Isi tulisan ini
Senang sekali, karena ikutan #maksakeunmaca alias memaksa diri membaca setiap hari, saya bisa menyelesaikan novel ini dalam waktu kurang dari seminggu. Sebenarnya ini termasuk lambat, dibandingkan anak saya yang hanya butuh beberapa jam untuk menyelesaikan membaca sebuah buku. Tapi ini prestasi buat diri sendiri yang biasanya memilih menonton daripada membaca buku.
Karena bukunya sudah selesai dibaca, saya tidak akan menuliskan insight harian dan menuliskan review lengkapnya saja. Hari ke-5 dan ke-6 saya gabung karena saya membacanya sampai berganti hari dan menyelesaikan 14 bab terakhir sekaligus (dari total 34 bab).
Oh ya untuk yang ingin membaca kesan awal dari buku Damar Hill ini bisa lihat di tulisan sebelumnya ya.
Tentang Novel Damar Hill
Novel Damar Hill ini ditulis oleh Bulan Nosarios yang lahir dan tinggal di dataran tinggi Gayo sampai dengan usia 17 tahun. Tidak heran kalau cerita yang diawali di Jakarta sebagai tempat pertemuan pertama dari tokohya kemudian sebagian besar dilanjutkan di kota Takengon.
Saya tidak kenal dengan penulisnya, tapi saya jadi menebak-nebak kalau tokoh utama dari novel ini sebagian adalah berdasarkan pengalaman penulis novel in lalu diberi nama Nadya Sera. Dalam cerita ini, digambarkan Nadya Sera juga tinggal di Takengon hanya sampai berusia 16 tahun, lalu dia pindah ke Jakarta. Bisa jadi novel ini adalah imajinasi penulis, seandainya dia pulang ke Takengon.

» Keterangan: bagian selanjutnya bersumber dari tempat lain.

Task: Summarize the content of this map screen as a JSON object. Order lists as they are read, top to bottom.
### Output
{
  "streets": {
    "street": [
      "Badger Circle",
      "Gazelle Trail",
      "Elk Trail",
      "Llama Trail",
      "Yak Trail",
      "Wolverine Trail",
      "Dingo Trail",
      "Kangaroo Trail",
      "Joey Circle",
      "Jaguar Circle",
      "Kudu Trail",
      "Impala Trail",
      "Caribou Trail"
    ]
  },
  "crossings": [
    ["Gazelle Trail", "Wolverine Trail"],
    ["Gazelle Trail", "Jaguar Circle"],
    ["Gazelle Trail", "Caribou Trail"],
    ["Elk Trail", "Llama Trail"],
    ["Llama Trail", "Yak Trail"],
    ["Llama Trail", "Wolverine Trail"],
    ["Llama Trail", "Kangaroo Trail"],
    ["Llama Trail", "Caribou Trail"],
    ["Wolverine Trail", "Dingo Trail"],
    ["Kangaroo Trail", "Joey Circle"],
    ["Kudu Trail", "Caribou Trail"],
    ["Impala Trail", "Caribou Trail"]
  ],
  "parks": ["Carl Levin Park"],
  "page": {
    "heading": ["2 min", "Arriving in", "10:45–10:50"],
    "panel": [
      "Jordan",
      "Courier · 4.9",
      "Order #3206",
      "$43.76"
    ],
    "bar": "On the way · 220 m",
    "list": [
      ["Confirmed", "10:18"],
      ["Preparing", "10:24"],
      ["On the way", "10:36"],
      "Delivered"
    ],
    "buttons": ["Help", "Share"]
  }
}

Novel setebal 312 halaman ini dari awal sudah memberi nuansa kalau tokohnya adalah seorang pecinta buku yang cerdas dan juga penikmat kopi yang enak. Buat saya yang suka minum kopi walaupun tidak terlalu mengenal perbedaan rasa kopi yang satu yang lain, penjelasan tentang kopi membuat saya jadi penasaran dengan kopi gayo.

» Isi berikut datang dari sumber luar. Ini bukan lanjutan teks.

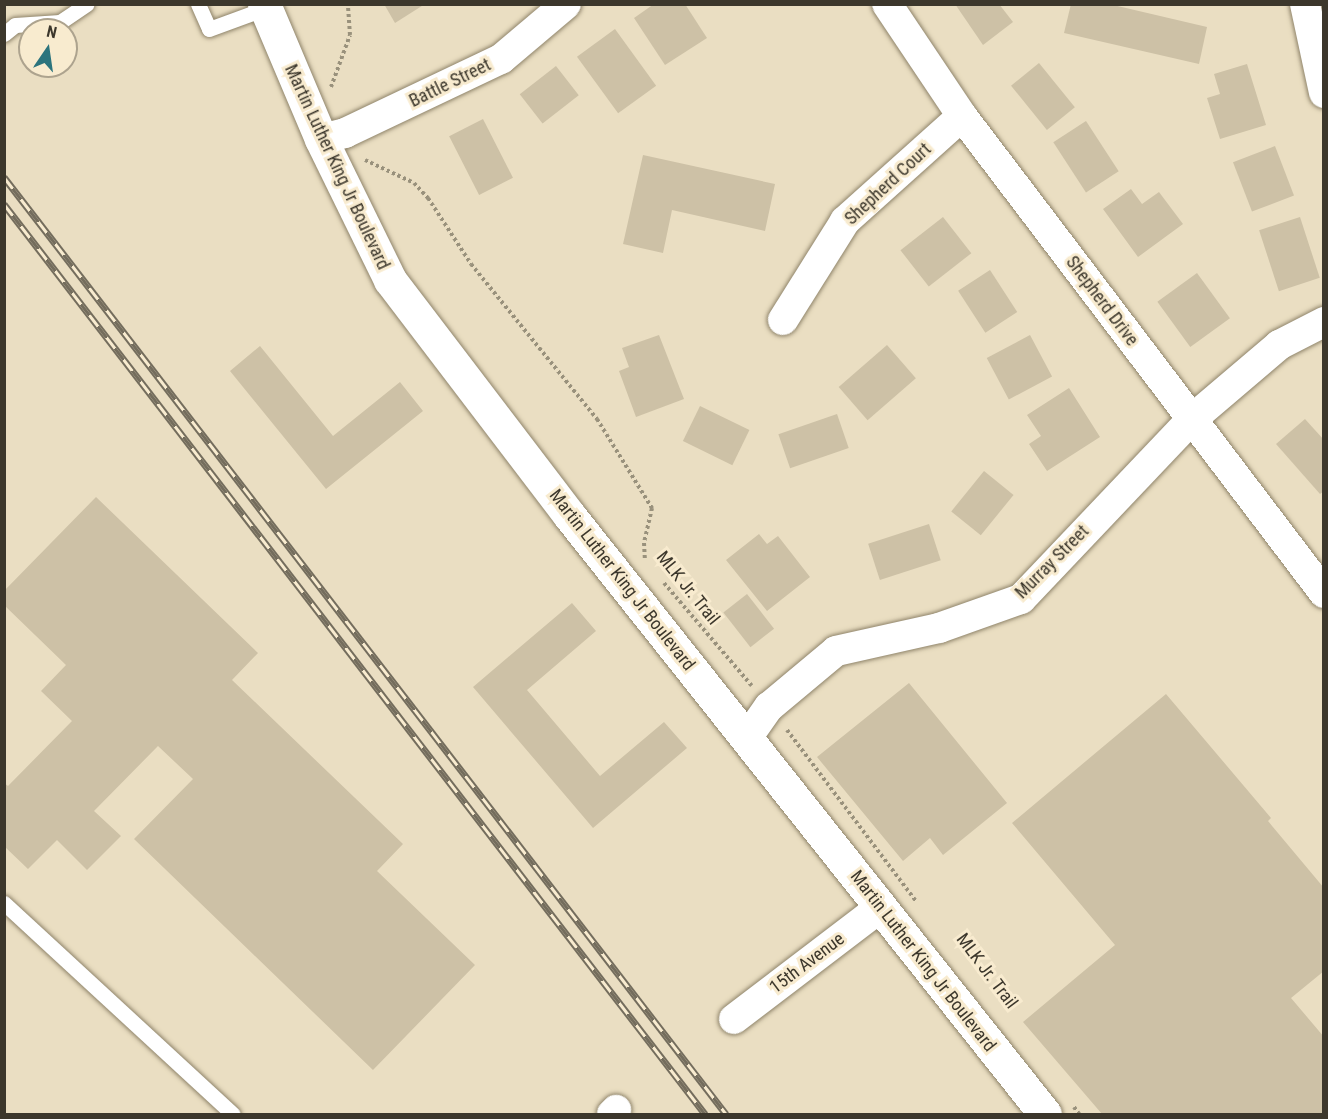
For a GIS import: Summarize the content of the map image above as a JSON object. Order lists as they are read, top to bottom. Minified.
{"streets":{"main road":["Martin Luther King Jr Boulevard"],"street":["Battle Street","Shepherd Court","Shepherd Drive","Murray Street","15th Avenue"],"path":["MLK Jr. Trail"]},"crossings":[["Battle Street","Martin Luther King Jr Boulevard"],["Battle Street","MLK Jr. Trail"],["Martin Luther King Jr Boulevard","Murray Street"],["Martin Luther King Jr Boulevard","MLK Jr. Trail"],["Martin Luther King Jr Boulevard","15th Avenue"],["Shepherd Court","Shepherd Drive"],["Shepherd Drive","Murray Street"],["Murray Street","MLK Jr. Trail"]],"north":"top"}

Hal-hal yang menarik dari novel Damar Hill
Novel ini secara keseluruhan menarik buat saya. Biasanya membaca cerita fiksi itu membuat saya tidak tahan karena terasa lambat dan lebih cepat kalau menonton saja. Tapi, karena saya sedang ingin belajar konsisten membaca, saya pikir waktunya sekalian latihan bersabar dengan cerita yang ada.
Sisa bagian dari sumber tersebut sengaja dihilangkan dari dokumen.